Why is a email validation regular expression flagged for having control characters?

Version: SonarQube * Version 9.3 (build 51899)

We have observed that a regular expression used to validate emails is being flagged as a bug by SonarQube. I’ve done some research and from what I can tell, the control characters are non-printable, so it sort of makes sense that they not be present, but I’ve yet to find out why a top ranking website is advocating for this regex: https://emailregex.com/


Here’s an example of one of the “bugs”:

Remove this control character: \x0e.

And here is the full list of control characters which are flagged by SonarQube:


I do know that email addresses can now contain special characters from different languages, but my experience with this is severely limited. Hoping someone can help shed some light on this. Thank you!

Hey there.

Can you be specific which rule (and on what programming language) the issue is being raised? This helps us direct the question to the right team.

Hi Colin,

Thanks for the quick reply. The programming language is Node.js. The rule is L27.

Hope this helps,

I think that’s your line number. :wink: You can find the Rule ID by clicking on “Why is this an issue?”

Sorry. I’m hoping this is it: javascript:S6324. From the top right part of the “Why is this an issue?” panel.


I was wondering if there were any updates on this issue?

I’ve also created a similar Stack Overflow post to gather more information on these characters: node.js - What is the purpose of non-printable control characters in this email validation regular expression? - Stack Overflow

Thank you,

Your question:

Why is a email validation regular expression flagged for having control characters?

Is answerable by a broader super-question:

Why is a regular expression flagged for having control characters?

The docs for S6324 state:

Entries in the ASCII table below code 32 are known as control characters or non-printing characters. As they are not common in JavaScript strings, using these invisible characters in regular expressions is most likely a mistake.

Is your problem really that you think SonarQube should have a special case to detect that a regex is for email validation? If so:

  • say so.
  • While I agree that it would be nice, I think the added value is not much (how many people have had the same question as you out of all the people who use this lint rule?), and this kind of special-casing doesn’t really scale well. How should it be decided what and what not to special-case? It could be a big can of worms that could equally be addressed on your end just by using the provided linting escape hatch mechanisms.

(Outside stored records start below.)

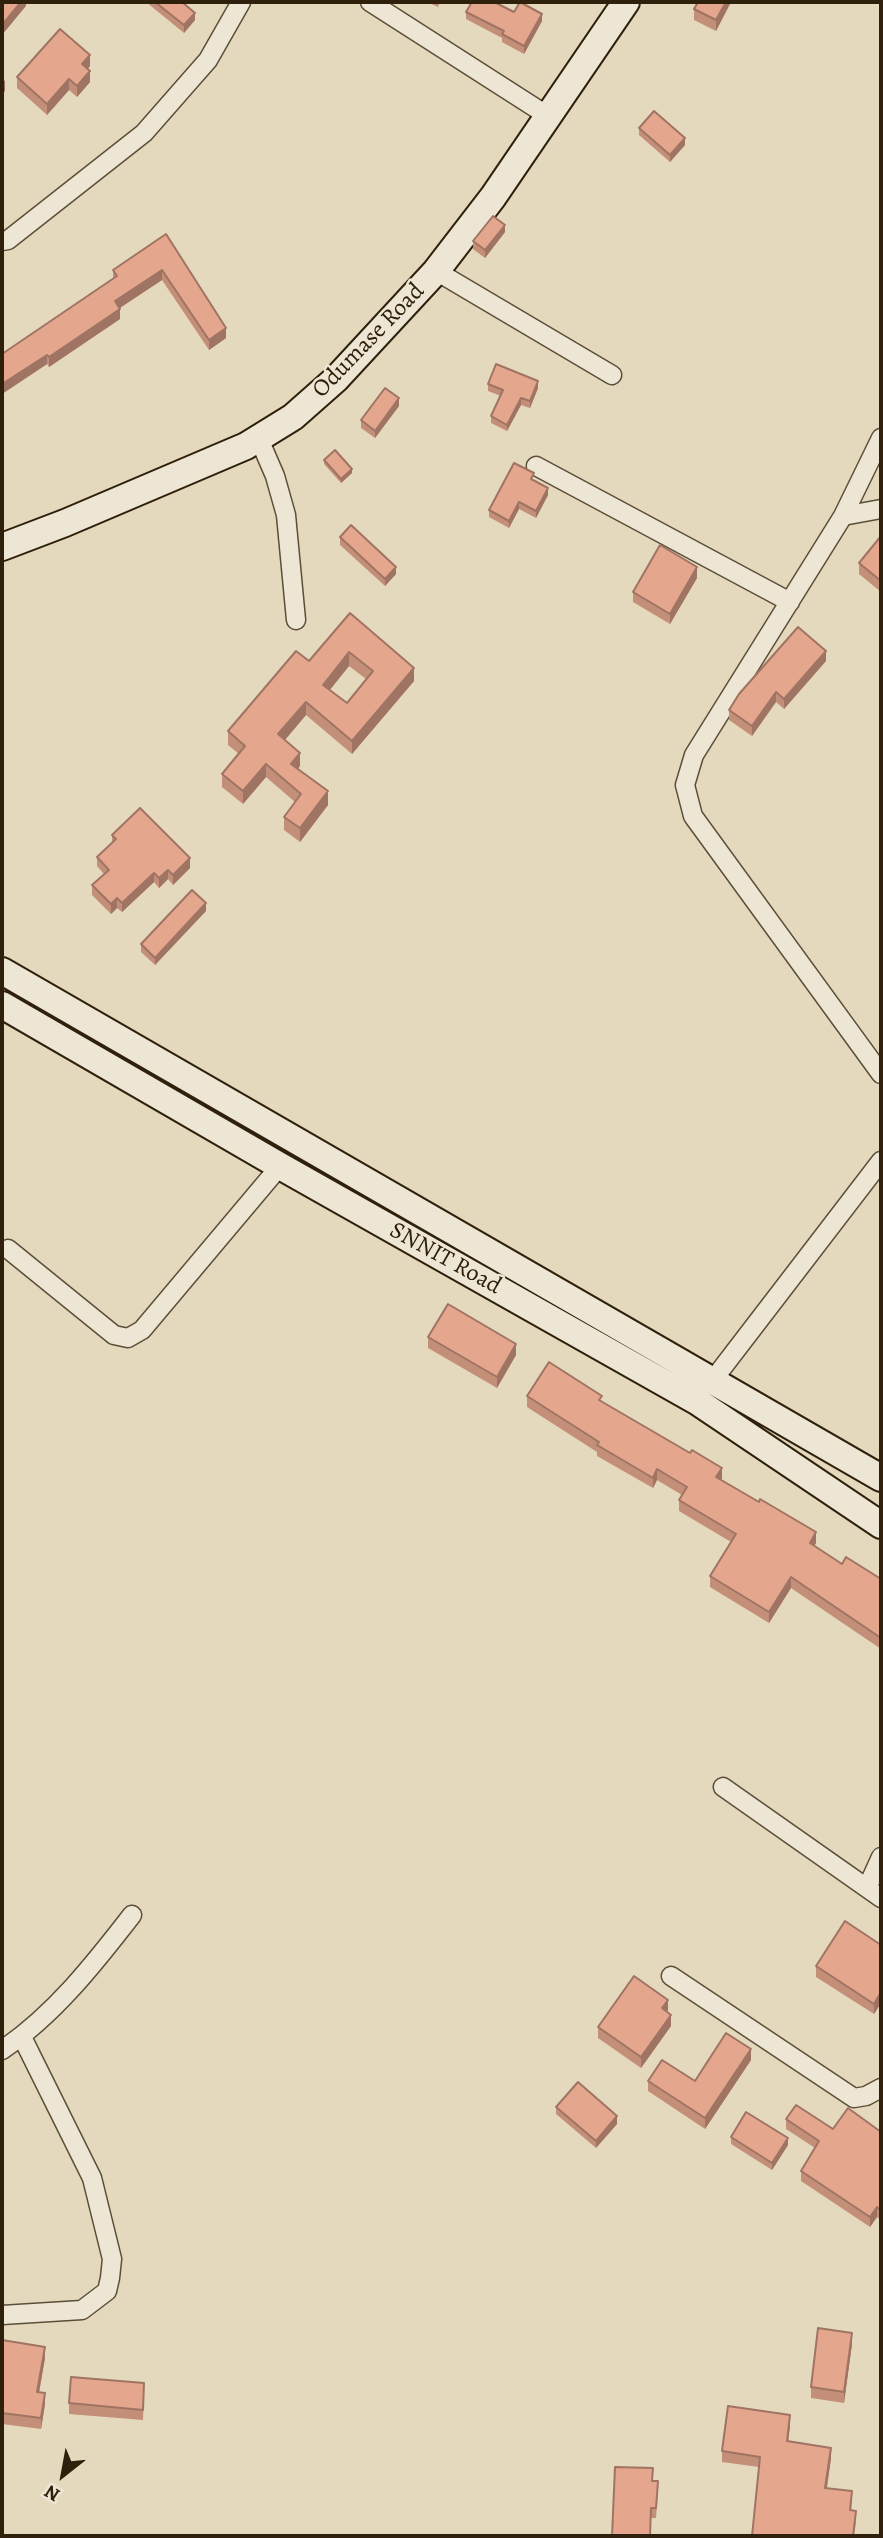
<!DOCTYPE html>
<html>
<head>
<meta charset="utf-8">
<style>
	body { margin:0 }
	#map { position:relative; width:883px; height:2538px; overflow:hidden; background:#e5d9bd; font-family:Alegreya,serif }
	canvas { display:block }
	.frame { position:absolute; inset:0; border:4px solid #2f200b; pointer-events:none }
	.north { position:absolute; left:28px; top:2440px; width:70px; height:70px; -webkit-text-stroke:5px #eee6d4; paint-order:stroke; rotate:211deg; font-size:19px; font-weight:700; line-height:28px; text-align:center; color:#2f200b }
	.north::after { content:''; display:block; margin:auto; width:24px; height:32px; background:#2f200b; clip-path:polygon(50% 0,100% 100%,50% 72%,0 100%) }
</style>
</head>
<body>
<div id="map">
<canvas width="883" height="2538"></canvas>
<div class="frame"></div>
<div class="north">N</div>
</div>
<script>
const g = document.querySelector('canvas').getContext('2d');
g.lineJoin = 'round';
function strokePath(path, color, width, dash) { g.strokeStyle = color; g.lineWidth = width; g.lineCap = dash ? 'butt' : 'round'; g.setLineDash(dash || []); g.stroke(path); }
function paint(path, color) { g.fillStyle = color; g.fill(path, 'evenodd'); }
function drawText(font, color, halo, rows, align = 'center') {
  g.font = font + ' Alegreya,serif'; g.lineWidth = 5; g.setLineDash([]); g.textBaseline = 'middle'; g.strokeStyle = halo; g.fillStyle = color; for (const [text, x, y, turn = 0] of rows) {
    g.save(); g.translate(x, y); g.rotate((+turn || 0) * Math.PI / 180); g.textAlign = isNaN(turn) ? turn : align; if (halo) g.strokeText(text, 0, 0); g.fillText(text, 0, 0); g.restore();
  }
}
const street = new Path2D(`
	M370 2 548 116
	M2 241 8 240 144 133 208 60 241 2
	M436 271 612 375
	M881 438 843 516 694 755 685 785 693 816 881 1074
	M259 439 275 476 286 515 296 620
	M536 466 790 602
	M843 516 881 509
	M8 1249 114 1335 128 1338 142 1330 280 1166
	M713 1380 881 1161
	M723 1787 881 1898
	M867 1888 881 1857
	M671 1976 854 2098 866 2096 881 2088
	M2 2050C54 2015 94 1964 132 1915
	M2 2315 82 2310 107 2291 110 2278 112 2259 92 2178 22 2037`);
const secondary = new Path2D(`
	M2 547 65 523 246 446 293 417 336 379 436 271 493 197 626 2
	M2 971 881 1478
	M2 1005 280 1166 698 1402 881 1525`);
strokePath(street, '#5c4e38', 21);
strokePath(secondary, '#2f200b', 30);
strokePath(street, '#eee6d4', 18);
strokePath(secondary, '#eee6d4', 26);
paint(new Path2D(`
	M146 2H182L195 20 184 33Z
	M427 2H440L438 7Z
	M698 2H731L716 31 694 20V9Z
	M466 12H514L542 21 524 54 502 42V38L466 19Z
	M90 66 88 69 90 82 77 97 69 90 47 115 17 88V77Z
	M639 128 685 145 670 162 639 135Z
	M505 232 485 258 473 249V241Z
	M166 234 226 338 209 350 162 280 120 308V319L49 367 47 364 2 394 113 279V270Z
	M488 384 538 388 530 408 521 405 507 431 491 423V416L501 396 488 391Z
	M399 406 375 438 361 428V420Z
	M324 460 352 473 341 483 324 464Z
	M534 481 548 495 536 518 519 509 509 528 489 517V510Z
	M881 536V592L859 574V563Z
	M340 537 396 574 385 586 340 545Z
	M697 578 670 624 633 602V592Z
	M350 613 414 681 352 754 306 715 285 740 300 766 298 769 328 805 300 842 284 830V817L295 802 266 777 243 804 222 787V774L239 754 228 745V731L309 661ZM349 666 366 679 347 703 330 690Z
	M826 661 784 709 776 702 752 736 729 720V710Z
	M112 835 190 868 173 885 168 879 159 888 154 882 122 912 117 908 111 914 92 895V885L104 874 97 866V857L112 842Z
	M206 911 155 965 141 952V944Z
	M428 1337 516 1355 497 1388 428 1348Z
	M527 1396 602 1402 722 1478 721 1479 816 1543 814 1546 842 1564 881 1579V1649L791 1588 769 1623 710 1587V1576L731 1542 679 1511V1500L682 1495 657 1480 653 1488 597 1456V1452L527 1407Z
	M881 1945V2003L874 2014 816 1977V1966Z
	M668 2010 667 2012 671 2026 641 2068 598 2038V2027Z
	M751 2060 705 2129 648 2091V2081H695Z
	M556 2107 617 2124 596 2148 556 2114Z
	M786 2119 833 2129 881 2132V2220L877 2217 870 2227 801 2181V2171L815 2148 786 2129Z
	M731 2137 788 2145 772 2170 731 2144Z
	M2 2340 45 2358 39 2393 45 2404 41 2429 2 2424Z
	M852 2344 844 2403 811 2398V2387Z
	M144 2394 143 2420 69 2414V2403Z
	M790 2426 788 2441 831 2458 827 2488 852 2501 851 2511 856 2522 854 2536H752L759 2467 722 2462V2451Z
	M658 2492 656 2518H651L650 2536H612Z`), '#c48f79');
paint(new Path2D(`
	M21 2H26V6L2 35V25Z
	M726 2H731L716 31V20Z
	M195 13V20L184 33V25Z
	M542 14V21L524 54V46Z
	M90 55V66L82 75V64Z
	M90 71V82L77 97V86Z
	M69 79V90L47 115V104Z
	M5 80V91L2 95V84Z
	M685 138V145L670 162V155Z
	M505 225V232L485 258V250Z
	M162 270V280L115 311V301Z
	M120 309V319L49 367V357Z
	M226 328V338L209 350V340Z
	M47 355V364L2 394V384Z
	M538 381V388L530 408V401Z
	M399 398V406L375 438V431Z
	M521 398V405L507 431V425Z
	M352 469V473L341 483V479Z
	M548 488V495L536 518V511Z
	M519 502V509L509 528V521Z
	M396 567V574L385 586V579Z
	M697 567V578L670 624V614Z
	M826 651V661L784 709V699Z
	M349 652V666L323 698V685Z
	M414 668V681L352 754V741Z
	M776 692V702L752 736V726Z
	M306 702V715L278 748V734Z
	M300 753V766L291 777V764Z
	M266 764V777L243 804V791Z
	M328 791V805L300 842V828Z
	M190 858V868L173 885V875Z
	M168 870V879L159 888V878Z
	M154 873V882L122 912V903Z
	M117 898V908L111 914V904Z
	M206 903V911L155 965V958Z
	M516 1344V1355L497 1388V1377Z
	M722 1468V1478L716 1487V1477Z
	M657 1469V1480L653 1488V1478Z
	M816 1532V1543L810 1554V1543Z
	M791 1577V1588L769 1623V1612Z
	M881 1992V2003L874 2014V2004Z
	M668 2000V2010L662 2019V2008Z
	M671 2015V2026L641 2068V2057Z
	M751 2049V2060L705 2129V2118Z
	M617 2116V2124L596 2148V2141Z
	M788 2138V2145L772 2170V2163Z
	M877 2207V2217L870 2227V2217Z
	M852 2333V2344L844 2403V2392Z
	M45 2347V2358L37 2403V2392Z
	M45 2393V2404L41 2429V2418Z
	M790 2415V2426L787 2451V2441Z
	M831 2448V2458L825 2499V2488Z`), '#a07463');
const building = new Path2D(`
	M2 2H21L2 25Z
	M155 2H182L195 13 184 25Z
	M472 2H494L514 12 520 2 542 14 524 46 502 34 504 31 466 12Z
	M698 2H726L716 20 694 9Z
	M60 29 90 55 82 64 90 71 77 86 69 79 47 104 17 77Z
	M654 111 685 138 670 155 639 128Z
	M493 216 505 225 485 250 473 241Z
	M166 234 226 328 209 340 162 270 115 301 120 309 49 357 47 355 2 384V354L117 276 113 270Z
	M496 364 538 381 530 401 521 398 507 425 491 416 503 390 488 384Z
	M385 388 399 398 375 431 361 420Z
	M335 450 352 469 341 479 324 460Z
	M514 463 534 473 531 479 548 488 536 511 519 502 509 521 489 510Z
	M351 525 396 567 385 579 340 537Z
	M881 536V581L859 563Z
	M660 545 697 567 670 614 633 592Z
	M350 613 414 668 352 741 306 702 278 734 300 753 291 764 328 791 300 828 284 817 301 794 266 764 243 791 222 774 245 746 228 731 296 651 309 661ZM349 652 373 671 347 703 323 685Z
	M798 627 826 651 784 699 776 692 752 726 729 710 739 694Z
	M140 808 190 858 173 875 168 870 159 878 154 873 122 903 117 898 111 904 92 885 109 870 97 857 116 839 112 835Z
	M192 890 206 903 155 958 141 944Z
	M448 1304 516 1344 497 1377 428 1337Z
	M549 1362 602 1396 599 1400 690 1453 692 1450 722 1468 716 1477 759 1502 760 1499 816 1532 810 1543 842 1564 846 1557 881 1579V1638L791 1577 769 1612 710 1576 736 1534 679 1500 687 1487 657 1469 653 1478 597 1445 599 1442 527 1396Z
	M845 1921 881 1945V1992L874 2004 816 1966Z
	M634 1976 668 2000 662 2008 671 2015 641 2057 598 2027Z
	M726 2033 751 2049 705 2118 648 2081 662 2060 695 2081Z
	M578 2082 617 2116 596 2141 556 2107Z
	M796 2105 833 2129 848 2108 881 2132V2211L877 2207 870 2217 801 2171 819 2141 786 2119Z
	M746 2112 788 2138 772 2163 731 2137Z
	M818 2328 852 2333 844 2392 811 2387Z
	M2 2340 45 2347 37 2392 45 2393 41 2418 2 2413Z
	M71 2377 144 2383 143 2410 69 2403Z
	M728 2406 790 2415 787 2441 831 2448 825 2488 852 2491 850 2510 856 2511 853 2536H752L760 2457 722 2451Z
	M615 2467 653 2468 652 2481H658L656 2508H651L650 2536H612Z`);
paint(building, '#e4a68d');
strokePath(building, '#a07463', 2);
drawText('24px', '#2f200b', '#eee6d4', [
	["Odumase Road",369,341,-46],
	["SNNIT Road",445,1259,29]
]);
</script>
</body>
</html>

I’m trying to figure out what we’re supposed to do with the conflicting information from emailregex’s site and SonarQube. Looking for an answer from someone who has dealt with this issue and who has specific experience with the issue. Thank you.

Colin - Does SonarQube have a way to ignore the rule? We’re also ok with doing that at this point as well.

You can use NOSONAR comments to ignore warnings on a case-by-case basis. I’ve also updated my answer on stackoverflow.com accordingly (along with an edit pointing out the part of the RFC spec that shows that addresses can have these characters). Please mark it as accepted if it answers your question.

hello @jamesmortensen,

Yes, you can mark individual issues as “False positive” or “Won’t fix” in SQ UI, and/or you can remove the rule from your quality profile.

For your original question - I think this is very complicated regex, and perhaps usage of control characters are justified there (tbh I am not really an expert, but I wonder why control characters should be enabled in email, are you able to configure such email address and send/receive emails on it?). However, I think such complex regexes are going to be an exception and rule will work fine and provide value for 99% of other cases.